_What you have to do_
Every line of the entries that holds the word "stream" is to be copied.

·····

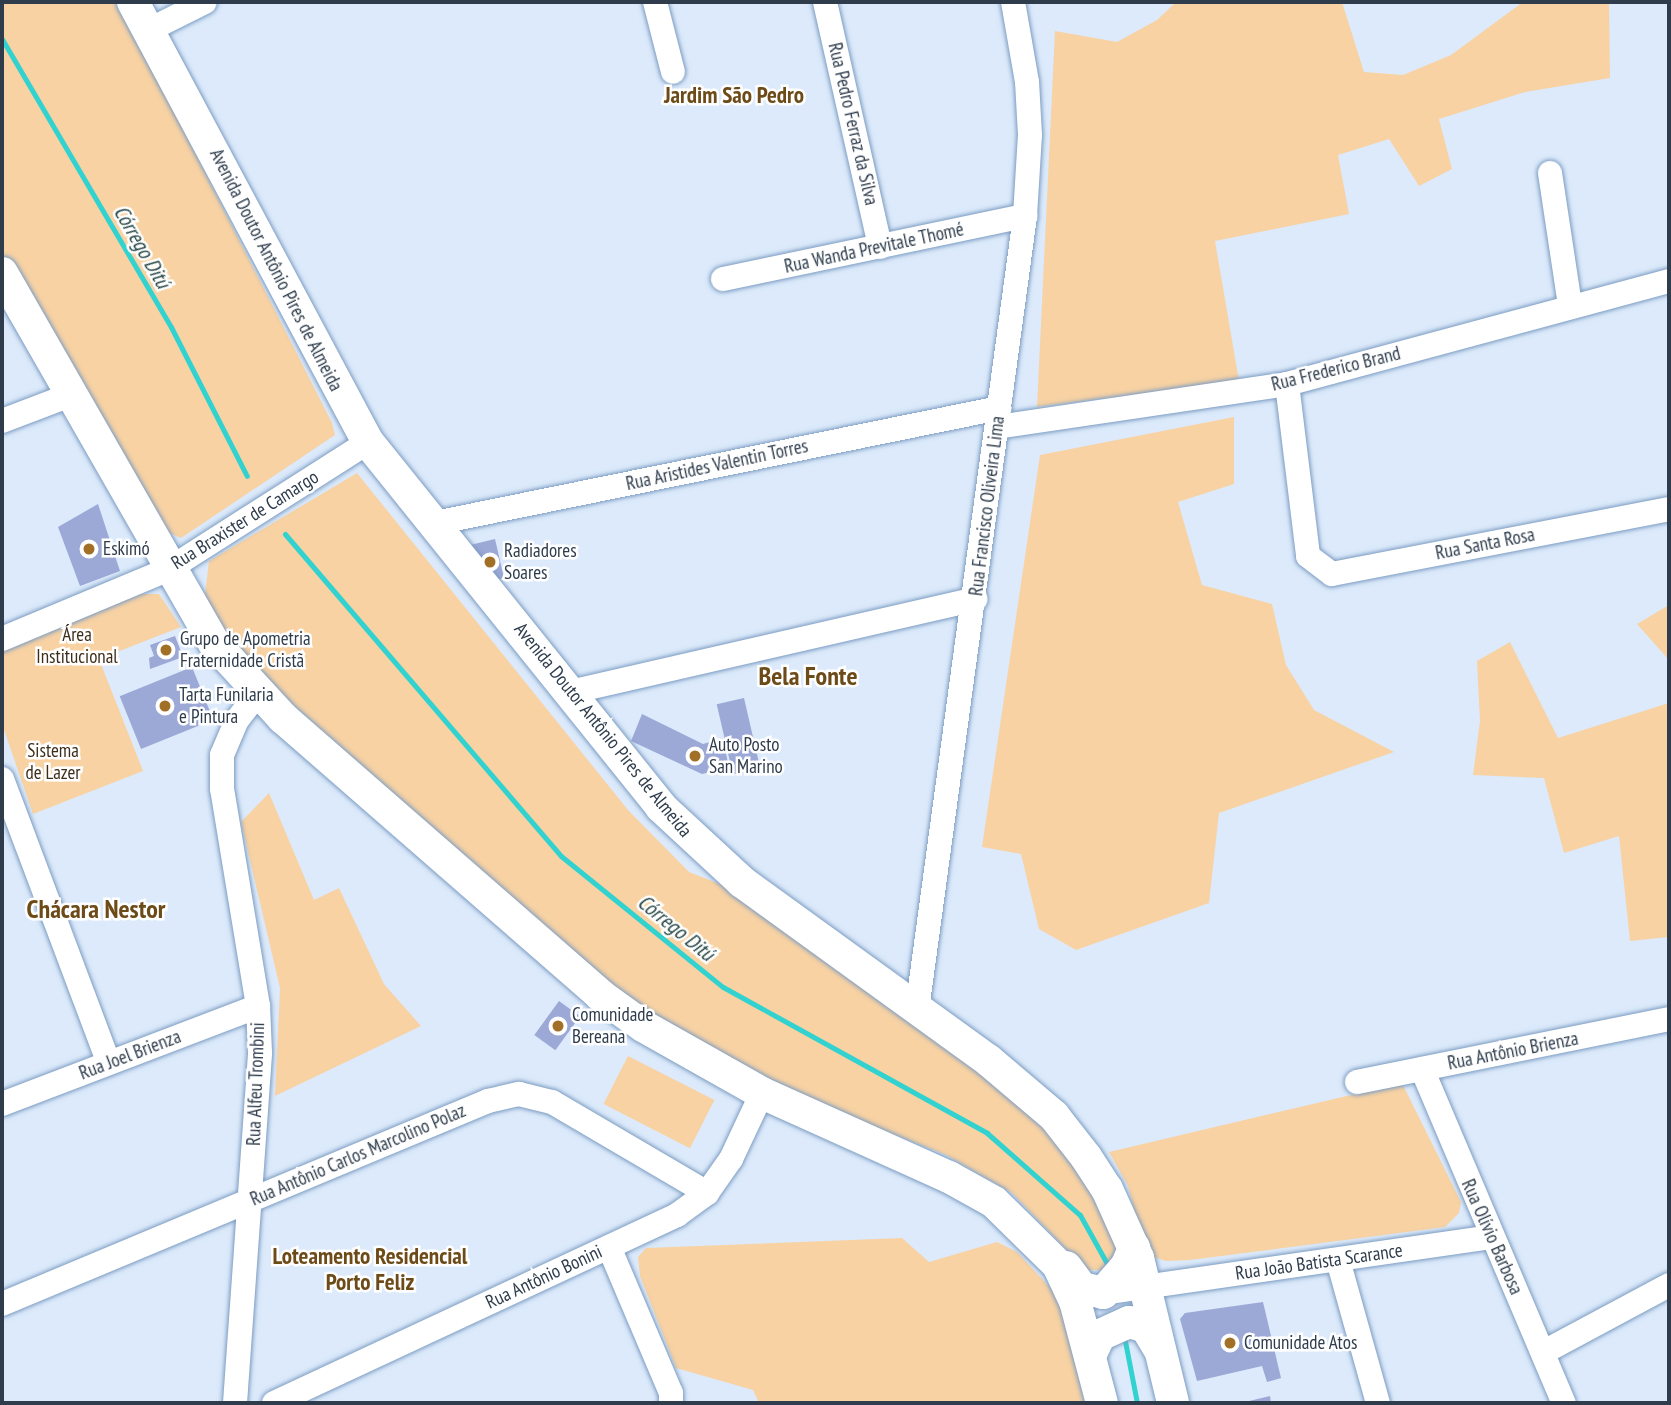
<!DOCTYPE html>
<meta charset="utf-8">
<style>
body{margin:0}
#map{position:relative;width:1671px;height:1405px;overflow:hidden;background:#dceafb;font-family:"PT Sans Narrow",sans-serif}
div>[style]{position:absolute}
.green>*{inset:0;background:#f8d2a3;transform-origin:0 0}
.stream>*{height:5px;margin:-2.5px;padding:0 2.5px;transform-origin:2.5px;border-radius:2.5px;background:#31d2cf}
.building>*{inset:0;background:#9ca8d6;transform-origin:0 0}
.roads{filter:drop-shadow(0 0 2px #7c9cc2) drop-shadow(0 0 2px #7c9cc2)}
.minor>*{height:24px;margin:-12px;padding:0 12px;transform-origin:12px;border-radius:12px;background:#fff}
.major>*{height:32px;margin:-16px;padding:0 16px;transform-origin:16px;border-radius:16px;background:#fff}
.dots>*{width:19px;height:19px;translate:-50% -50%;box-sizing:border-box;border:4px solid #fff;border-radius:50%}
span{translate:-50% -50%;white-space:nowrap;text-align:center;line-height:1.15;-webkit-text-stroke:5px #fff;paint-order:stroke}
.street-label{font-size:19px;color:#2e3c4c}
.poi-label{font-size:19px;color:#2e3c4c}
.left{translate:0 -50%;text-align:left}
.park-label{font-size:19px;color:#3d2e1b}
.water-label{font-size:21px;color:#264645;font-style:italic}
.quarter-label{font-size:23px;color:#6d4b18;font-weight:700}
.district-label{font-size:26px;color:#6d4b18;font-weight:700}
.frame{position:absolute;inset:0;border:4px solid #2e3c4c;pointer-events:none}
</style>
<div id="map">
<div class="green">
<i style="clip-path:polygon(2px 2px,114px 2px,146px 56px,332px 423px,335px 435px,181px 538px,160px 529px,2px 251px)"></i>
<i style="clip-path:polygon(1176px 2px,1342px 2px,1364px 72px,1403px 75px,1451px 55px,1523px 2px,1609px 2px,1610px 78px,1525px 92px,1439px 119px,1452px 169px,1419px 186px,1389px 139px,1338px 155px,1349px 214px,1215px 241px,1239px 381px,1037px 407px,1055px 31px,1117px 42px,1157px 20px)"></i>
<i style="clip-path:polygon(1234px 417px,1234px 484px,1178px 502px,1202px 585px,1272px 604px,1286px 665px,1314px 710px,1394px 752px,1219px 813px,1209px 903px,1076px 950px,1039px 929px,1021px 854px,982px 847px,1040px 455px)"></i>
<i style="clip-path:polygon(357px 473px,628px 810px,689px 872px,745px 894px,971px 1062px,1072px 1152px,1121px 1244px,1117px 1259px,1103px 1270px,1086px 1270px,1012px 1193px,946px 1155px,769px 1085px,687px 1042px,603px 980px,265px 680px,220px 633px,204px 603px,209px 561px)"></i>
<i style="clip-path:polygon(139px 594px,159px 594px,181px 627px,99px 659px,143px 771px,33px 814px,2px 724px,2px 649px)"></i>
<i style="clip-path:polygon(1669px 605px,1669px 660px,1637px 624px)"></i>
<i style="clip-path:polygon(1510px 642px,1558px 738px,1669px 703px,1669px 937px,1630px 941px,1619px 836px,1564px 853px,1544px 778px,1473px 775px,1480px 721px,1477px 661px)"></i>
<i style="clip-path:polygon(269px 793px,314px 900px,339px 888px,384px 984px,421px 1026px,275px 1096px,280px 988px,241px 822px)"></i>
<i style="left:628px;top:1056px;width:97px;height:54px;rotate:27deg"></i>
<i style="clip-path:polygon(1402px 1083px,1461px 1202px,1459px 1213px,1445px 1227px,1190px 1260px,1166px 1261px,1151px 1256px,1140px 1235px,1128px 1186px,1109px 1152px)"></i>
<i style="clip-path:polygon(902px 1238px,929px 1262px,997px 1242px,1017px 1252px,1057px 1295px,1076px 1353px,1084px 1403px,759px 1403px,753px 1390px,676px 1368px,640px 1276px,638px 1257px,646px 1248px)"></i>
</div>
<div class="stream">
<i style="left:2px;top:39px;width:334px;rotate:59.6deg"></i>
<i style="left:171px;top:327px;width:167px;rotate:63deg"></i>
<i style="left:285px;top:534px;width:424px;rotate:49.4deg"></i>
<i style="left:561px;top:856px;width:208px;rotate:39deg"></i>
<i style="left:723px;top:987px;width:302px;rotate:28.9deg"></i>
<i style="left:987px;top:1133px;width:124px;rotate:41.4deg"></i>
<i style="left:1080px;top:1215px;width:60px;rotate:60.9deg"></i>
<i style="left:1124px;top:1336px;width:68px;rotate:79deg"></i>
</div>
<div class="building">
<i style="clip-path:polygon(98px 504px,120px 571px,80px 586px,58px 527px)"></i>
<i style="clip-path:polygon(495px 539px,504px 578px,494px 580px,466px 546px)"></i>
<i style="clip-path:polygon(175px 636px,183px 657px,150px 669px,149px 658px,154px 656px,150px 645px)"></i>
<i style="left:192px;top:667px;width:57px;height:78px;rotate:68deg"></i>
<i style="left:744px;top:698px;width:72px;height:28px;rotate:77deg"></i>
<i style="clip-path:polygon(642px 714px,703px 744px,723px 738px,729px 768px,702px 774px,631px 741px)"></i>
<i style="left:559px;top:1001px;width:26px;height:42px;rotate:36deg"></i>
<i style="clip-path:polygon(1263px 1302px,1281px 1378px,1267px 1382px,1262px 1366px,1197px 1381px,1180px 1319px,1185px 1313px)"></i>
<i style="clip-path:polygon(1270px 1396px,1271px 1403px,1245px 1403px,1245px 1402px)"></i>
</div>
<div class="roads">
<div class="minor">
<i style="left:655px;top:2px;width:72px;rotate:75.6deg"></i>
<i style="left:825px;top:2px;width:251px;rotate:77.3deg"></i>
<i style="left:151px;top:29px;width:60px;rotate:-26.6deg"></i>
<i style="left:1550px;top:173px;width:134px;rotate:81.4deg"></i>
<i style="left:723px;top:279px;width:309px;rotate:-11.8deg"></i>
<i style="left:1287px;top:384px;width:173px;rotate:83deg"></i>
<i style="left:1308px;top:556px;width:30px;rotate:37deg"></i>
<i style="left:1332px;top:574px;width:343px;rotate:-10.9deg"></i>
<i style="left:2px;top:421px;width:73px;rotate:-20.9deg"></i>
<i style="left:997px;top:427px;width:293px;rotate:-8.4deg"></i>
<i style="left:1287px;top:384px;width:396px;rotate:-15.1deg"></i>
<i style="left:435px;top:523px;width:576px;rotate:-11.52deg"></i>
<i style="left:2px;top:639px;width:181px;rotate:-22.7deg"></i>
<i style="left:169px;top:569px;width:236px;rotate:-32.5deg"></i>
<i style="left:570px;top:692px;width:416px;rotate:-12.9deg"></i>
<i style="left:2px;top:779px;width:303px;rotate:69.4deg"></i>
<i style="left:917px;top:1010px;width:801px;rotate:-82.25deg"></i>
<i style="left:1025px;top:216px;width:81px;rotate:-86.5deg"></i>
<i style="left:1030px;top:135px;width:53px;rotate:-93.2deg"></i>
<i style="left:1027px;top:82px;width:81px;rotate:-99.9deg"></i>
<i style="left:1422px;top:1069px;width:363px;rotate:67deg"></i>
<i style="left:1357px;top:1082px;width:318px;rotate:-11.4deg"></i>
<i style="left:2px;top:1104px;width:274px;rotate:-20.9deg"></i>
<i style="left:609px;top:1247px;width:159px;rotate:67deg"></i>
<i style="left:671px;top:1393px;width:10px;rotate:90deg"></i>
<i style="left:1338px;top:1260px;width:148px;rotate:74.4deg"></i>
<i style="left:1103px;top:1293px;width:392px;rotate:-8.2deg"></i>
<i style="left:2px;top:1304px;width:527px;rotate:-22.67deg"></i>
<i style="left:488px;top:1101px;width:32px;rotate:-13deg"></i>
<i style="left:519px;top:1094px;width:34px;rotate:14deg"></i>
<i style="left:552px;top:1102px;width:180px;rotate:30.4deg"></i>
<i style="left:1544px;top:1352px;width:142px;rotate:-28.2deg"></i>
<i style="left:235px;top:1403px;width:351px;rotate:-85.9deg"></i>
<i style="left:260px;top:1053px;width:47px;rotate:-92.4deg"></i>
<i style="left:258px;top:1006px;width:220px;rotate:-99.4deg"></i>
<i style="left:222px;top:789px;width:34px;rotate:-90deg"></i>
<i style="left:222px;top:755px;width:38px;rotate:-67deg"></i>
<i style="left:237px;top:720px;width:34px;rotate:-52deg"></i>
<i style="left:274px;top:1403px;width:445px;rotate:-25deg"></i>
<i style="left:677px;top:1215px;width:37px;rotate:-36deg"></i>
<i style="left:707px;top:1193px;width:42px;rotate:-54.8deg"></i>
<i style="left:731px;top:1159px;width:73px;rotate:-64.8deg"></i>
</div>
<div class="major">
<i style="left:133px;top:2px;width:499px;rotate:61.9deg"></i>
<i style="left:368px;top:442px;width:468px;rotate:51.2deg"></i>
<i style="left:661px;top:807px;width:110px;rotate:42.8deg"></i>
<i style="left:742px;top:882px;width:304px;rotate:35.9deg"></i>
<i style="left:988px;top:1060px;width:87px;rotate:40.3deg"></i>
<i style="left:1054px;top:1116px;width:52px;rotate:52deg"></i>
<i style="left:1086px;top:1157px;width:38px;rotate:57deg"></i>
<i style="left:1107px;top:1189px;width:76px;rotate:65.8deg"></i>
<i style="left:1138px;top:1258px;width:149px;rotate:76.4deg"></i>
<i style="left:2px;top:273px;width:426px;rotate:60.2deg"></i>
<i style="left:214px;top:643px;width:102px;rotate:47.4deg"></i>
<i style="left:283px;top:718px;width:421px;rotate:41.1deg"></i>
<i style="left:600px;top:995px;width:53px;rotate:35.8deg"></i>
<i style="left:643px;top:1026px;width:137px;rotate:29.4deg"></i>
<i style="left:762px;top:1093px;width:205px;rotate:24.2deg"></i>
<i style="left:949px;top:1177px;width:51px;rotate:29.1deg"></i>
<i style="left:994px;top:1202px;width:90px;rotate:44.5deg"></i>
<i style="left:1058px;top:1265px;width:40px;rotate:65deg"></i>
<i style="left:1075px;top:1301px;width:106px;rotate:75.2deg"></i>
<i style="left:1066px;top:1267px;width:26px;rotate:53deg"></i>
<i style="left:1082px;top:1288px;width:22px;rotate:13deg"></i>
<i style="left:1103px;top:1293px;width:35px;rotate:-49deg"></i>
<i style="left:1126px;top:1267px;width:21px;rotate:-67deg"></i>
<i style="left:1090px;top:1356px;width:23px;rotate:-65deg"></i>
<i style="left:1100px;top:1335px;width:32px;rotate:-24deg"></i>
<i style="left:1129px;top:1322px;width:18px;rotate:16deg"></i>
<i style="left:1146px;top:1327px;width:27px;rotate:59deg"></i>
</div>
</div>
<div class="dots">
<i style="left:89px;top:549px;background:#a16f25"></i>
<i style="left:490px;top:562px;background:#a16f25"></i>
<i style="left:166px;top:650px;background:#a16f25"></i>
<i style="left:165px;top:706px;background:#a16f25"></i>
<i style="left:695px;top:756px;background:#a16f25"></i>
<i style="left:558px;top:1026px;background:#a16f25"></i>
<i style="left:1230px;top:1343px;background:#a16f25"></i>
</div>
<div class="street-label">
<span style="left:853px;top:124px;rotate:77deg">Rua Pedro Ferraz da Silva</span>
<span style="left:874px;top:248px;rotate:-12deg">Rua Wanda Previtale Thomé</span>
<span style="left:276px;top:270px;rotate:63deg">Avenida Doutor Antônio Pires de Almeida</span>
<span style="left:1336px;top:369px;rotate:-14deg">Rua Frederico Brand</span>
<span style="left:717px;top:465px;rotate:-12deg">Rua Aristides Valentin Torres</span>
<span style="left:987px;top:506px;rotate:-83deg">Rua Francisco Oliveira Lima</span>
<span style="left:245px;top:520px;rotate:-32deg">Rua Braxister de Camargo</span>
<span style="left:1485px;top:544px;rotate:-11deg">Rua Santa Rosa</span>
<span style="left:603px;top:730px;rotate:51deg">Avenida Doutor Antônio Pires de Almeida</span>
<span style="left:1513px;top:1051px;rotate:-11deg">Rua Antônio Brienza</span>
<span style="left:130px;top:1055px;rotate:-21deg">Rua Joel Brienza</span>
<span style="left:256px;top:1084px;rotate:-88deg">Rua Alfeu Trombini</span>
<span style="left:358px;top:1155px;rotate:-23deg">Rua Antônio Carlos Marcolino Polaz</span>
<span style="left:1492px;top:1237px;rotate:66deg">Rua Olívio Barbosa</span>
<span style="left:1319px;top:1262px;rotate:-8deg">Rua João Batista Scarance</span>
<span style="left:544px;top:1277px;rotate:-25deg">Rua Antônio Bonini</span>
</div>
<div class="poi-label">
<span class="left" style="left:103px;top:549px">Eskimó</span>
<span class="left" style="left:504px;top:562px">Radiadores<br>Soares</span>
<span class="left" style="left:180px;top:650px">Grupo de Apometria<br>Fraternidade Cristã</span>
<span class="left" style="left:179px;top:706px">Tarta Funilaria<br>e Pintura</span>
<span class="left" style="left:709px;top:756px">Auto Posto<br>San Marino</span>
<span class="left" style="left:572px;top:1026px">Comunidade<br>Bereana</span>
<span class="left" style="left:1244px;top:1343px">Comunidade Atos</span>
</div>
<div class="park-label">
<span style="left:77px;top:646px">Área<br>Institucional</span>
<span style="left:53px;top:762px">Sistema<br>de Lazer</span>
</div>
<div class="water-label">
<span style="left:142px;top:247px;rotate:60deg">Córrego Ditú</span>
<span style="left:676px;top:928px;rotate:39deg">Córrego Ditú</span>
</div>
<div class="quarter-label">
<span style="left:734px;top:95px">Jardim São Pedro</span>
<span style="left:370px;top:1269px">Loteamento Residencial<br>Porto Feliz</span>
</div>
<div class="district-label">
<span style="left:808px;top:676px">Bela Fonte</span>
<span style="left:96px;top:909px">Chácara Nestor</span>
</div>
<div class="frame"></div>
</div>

·····

_Expected output_
.stream>*{height:5px;margin:-2.5px;padding:0 2.5px;transform-origin:2.5px;border-radius:2.5px;background:#31d2cf}
<div class="stream">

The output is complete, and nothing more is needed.